At this point, it's good to ask questions. What if something happened so that the wolves had lots and lots of cubs. Or what if it was winter and the grass became scarcer. Or what if, for some reason, the sheep metabolism increased greatly and they needed to eat more grass just to survive?

Click the "go" button to stop the simulation, then adjust the sliders by clicking on the small box and dragging to the left or right. You can adjust the number of sheep and wolves at the start of the simulation, and change their metabolic and reproductive rates. You can even make things tougher by slowing the rate that grass regrows after sheep eat it.

After you've made your changes, click "setup" again to reset everything, then click "go" to run the simulation again.

The light switches are on-off buttons. Set "grass?" to "O" and you turn on the function that makes a patch bare after a sheep eats it. Set "one-per-patch?" to "O" and you turn on the function that prevents wolves and sheep from overlapping. That is to say, when "one-per-patch?" is off and set to "I," two sheep can share the same spot in the window, but you will only see the sheep closest to you. This is how there can be more sheep in the count-sheep box than there seem to be in the "Graphics" window.

In real life, of course, there are countless other things going on that affect the lives of sheep, grass, and wolves. In real life, sheep and wolves are a bit smarter than the turtles that represent them, and can develop strategies for survival that a StarLogoT programmer might not consider (like wolves eating things other than sheep). Weather and disease, are only two of many possible influences that can affect the survival of these creatures.

3. Moving Ahead

As you adjust the sliders, try to create a hypothesis and predict what might happen in the simulation. Keep track of how different adjustments result in different extinctions and how long it takes for a population to die out.

Select "Info Window" from the Windows" menu to read a description of the model and further suggestions for how to modify and understand it.

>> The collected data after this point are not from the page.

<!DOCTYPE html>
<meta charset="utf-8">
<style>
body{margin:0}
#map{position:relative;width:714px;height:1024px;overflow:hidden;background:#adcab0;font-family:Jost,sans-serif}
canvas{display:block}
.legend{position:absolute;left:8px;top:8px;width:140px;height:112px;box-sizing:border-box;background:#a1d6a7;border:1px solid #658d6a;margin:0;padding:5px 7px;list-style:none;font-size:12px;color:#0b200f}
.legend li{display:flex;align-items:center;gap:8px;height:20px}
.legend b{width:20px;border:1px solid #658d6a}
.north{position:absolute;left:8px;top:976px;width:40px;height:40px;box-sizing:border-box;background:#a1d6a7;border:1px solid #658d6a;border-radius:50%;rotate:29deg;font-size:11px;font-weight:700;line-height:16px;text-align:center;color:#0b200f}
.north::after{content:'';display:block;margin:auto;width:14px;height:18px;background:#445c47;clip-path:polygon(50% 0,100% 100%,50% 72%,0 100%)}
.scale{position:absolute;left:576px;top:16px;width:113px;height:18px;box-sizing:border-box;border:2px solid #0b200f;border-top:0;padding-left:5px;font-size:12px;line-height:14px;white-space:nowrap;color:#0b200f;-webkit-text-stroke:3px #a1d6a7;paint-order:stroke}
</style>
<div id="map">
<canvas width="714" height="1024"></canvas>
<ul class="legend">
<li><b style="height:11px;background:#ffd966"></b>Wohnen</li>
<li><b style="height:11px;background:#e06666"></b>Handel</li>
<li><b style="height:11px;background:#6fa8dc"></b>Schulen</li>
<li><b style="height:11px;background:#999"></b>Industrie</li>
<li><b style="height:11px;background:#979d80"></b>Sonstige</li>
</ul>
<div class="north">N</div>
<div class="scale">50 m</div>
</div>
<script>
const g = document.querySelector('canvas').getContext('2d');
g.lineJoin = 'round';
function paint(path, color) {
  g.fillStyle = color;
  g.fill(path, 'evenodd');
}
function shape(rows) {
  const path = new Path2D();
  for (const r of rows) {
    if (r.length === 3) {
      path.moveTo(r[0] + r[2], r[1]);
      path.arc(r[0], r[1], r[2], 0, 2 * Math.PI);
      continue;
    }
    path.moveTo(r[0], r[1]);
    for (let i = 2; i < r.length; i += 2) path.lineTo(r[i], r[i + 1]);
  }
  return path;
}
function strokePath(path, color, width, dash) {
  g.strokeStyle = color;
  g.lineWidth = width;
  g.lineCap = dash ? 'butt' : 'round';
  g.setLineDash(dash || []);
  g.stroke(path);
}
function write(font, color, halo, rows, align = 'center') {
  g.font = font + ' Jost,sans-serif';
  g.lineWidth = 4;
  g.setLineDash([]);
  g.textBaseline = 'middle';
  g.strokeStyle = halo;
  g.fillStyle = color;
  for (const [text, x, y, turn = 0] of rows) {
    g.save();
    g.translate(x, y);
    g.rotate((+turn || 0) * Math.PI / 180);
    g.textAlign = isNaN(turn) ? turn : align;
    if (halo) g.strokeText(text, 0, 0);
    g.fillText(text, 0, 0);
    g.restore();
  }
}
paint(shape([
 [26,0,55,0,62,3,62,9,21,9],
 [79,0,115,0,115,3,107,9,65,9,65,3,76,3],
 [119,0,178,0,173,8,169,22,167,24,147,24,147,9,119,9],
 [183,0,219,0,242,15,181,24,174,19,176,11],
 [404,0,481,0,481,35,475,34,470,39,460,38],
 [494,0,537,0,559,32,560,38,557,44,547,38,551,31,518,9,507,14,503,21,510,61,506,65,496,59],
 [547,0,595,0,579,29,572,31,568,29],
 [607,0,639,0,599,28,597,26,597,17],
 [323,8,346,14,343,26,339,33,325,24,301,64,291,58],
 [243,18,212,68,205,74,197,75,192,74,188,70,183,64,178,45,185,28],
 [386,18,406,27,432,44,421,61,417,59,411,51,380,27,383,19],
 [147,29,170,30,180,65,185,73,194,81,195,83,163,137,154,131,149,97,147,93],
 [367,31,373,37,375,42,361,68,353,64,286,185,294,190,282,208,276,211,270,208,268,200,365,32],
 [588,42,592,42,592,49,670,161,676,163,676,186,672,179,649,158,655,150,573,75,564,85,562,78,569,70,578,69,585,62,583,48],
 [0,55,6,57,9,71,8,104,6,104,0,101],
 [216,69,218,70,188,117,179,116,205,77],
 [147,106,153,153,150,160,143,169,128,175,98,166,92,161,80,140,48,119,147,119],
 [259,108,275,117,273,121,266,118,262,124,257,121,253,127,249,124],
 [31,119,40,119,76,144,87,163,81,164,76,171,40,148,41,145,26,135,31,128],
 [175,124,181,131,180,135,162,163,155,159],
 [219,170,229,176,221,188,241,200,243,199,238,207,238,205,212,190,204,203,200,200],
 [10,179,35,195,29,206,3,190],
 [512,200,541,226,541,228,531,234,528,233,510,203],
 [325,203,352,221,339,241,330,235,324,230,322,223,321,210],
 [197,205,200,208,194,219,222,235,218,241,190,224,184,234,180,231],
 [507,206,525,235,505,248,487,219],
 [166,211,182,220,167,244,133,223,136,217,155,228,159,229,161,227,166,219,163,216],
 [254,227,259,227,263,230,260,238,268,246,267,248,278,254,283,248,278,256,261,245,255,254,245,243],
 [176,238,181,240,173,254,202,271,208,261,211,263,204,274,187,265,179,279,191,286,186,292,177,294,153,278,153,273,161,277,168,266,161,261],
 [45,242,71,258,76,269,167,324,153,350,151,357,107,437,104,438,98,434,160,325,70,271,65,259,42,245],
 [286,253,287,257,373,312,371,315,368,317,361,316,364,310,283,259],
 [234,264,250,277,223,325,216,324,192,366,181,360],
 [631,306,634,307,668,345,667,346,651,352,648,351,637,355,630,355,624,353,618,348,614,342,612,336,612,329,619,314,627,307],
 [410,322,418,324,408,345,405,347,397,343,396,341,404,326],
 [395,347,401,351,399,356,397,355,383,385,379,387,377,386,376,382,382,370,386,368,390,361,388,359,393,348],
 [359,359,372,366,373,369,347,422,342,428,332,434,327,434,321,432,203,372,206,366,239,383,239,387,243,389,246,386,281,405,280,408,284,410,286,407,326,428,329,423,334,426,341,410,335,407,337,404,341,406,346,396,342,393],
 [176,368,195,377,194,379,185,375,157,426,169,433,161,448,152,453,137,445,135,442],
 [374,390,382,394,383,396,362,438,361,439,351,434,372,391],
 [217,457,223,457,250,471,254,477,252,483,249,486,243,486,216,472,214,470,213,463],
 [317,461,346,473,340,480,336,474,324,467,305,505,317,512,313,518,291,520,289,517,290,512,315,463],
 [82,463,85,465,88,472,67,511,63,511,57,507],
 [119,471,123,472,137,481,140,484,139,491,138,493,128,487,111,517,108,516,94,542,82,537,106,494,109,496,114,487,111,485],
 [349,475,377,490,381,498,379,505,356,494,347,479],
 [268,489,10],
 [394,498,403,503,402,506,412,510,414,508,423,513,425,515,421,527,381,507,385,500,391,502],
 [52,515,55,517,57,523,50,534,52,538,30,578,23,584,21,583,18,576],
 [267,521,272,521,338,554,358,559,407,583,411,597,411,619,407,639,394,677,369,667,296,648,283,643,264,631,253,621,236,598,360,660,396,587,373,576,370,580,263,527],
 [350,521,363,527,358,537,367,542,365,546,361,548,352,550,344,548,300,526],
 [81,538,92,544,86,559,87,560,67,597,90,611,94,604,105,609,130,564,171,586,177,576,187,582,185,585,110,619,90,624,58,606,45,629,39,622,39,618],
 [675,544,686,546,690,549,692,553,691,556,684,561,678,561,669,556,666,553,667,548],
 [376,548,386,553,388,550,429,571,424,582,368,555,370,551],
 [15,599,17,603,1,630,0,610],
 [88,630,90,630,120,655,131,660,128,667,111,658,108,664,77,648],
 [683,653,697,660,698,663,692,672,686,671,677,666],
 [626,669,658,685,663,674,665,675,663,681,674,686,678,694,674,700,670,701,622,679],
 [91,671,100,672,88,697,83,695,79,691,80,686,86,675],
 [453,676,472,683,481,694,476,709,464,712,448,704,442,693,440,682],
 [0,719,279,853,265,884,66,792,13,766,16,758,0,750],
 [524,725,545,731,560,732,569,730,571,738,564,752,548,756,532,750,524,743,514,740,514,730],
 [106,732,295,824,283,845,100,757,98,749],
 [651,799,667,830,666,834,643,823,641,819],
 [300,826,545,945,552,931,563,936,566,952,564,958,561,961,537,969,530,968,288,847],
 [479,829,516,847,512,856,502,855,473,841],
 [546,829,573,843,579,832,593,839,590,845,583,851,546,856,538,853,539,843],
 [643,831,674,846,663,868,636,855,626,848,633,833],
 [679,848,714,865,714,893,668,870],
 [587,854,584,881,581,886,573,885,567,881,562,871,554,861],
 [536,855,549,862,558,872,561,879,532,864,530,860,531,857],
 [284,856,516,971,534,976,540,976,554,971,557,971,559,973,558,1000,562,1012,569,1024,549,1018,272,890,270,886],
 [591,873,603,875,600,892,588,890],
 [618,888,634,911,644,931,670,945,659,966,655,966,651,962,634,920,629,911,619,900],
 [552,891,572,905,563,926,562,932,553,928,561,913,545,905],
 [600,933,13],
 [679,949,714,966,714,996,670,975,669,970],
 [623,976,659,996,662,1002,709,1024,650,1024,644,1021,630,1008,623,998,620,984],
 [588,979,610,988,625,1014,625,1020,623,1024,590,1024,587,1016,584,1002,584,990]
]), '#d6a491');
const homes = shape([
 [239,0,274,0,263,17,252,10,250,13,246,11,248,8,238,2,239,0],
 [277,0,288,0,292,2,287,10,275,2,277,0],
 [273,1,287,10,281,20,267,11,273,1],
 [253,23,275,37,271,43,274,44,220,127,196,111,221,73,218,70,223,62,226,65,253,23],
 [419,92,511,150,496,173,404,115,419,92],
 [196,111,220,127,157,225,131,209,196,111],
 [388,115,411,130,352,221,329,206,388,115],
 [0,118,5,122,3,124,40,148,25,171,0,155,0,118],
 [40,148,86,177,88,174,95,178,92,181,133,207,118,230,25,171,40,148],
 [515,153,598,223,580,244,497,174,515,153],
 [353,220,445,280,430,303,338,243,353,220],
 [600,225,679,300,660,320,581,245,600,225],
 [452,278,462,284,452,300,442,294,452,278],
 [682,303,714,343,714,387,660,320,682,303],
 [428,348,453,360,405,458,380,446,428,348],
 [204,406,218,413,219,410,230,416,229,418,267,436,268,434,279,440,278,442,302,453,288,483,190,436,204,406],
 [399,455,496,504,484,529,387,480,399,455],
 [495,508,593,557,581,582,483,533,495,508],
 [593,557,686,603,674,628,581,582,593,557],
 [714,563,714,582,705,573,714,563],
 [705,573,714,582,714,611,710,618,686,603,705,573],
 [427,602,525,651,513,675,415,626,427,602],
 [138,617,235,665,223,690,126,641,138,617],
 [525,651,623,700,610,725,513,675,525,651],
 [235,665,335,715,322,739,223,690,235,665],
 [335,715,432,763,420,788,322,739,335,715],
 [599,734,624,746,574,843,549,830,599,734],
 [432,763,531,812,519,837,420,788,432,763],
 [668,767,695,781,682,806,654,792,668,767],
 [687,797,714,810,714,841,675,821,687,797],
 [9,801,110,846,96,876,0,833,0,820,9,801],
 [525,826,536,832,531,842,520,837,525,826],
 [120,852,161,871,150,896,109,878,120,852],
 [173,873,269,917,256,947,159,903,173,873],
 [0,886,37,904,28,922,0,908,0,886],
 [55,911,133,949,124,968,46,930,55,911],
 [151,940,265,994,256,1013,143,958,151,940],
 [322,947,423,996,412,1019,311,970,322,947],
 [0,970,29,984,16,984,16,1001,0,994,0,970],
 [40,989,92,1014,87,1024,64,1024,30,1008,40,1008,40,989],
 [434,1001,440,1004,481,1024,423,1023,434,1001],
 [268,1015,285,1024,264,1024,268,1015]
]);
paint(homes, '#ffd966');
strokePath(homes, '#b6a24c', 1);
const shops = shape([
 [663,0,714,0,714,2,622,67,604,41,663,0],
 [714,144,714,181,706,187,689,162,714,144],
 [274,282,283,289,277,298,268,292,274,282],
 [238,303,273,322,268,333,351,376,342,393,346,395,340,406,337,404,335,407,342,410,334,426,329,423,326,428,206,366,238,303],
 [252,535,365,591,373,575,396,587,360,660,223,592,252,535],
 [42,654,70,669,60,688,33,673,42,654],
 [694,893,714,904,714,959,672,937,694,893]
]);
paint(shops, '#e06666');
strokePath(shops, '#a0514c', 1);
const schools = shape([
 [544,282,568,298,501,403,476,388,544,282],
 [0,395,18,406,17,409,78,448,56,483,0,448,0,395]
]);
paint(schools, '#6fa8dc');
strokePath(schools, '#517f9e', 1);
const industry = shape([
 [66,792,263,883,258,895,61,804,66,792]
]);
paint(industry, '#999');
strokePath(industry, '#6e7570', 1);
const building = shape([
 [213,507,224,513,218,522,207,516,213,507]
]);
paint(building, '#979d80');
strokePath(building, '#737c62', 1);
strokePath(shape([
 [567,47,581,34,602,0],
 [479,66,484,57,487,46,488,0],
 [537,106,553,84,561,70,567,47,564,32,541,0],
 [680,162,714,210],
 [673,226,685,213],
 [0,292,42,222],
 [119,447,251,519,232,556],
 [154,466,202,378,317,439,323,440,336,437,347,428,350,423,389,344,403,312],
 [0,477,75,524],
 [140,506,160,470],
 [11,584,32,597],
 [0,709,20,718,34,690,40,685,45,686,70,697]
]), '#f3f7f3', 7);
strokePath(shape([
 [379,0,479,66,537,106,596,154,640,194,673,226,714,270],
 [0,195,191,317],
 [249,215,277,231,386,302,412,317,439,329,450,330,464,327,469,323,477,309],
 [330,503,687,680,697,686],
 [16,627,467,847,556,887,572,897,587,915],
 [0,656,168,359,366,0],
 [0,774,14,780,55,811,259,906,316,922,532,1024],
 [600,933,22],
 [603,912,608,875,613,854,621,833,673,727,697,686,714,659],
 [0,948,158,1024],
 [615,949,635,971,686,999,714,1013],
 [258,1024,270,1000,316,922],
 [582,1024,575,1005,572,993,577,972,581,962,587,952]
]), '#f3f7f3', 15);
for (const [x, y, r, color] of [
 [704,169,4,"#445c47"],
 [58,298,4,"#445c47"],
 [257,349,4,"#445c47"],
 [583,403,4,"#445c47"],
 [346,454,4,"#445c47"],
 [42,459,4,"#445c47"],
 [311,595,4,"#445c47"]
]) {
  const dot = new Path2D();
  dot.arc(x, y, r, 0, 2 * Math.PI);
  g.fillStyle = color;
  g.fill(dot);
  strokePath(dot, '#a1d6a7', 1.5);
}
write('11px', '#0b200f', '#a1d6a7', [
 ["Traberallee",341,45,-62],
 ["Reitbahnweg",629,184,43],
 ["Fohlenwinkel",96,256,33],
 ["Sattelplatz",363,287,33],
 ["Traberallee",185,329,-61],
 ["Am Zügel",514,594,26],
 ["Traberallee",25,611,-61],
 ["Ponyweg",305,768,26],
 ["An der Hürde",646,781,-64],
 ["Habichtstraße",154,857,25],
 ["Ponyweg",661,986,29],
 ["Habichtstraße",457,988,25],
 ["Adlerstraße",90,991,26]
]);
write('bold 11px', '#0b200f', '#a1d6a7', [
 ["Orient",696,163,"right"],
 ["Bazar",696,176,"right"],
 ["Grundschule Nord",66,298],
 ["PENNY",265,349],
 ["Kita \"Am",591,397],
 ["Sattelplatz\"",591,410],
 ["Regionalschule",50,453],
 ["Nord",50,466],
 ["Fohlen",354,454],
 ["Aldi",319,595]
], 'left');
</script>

Select "StarLogoT User's Guide" from the "Help" menu and your web browser will open a page that explains StarLogoT even further.

Select "Save As" from the "File" menu and give your modified model a name that reminds you of how you modified it (i.e. "high-metab sheep").

You can only have one model open at a time, so select "Open" from the "File" menu and learn about the other models that came with your StarLogoT program.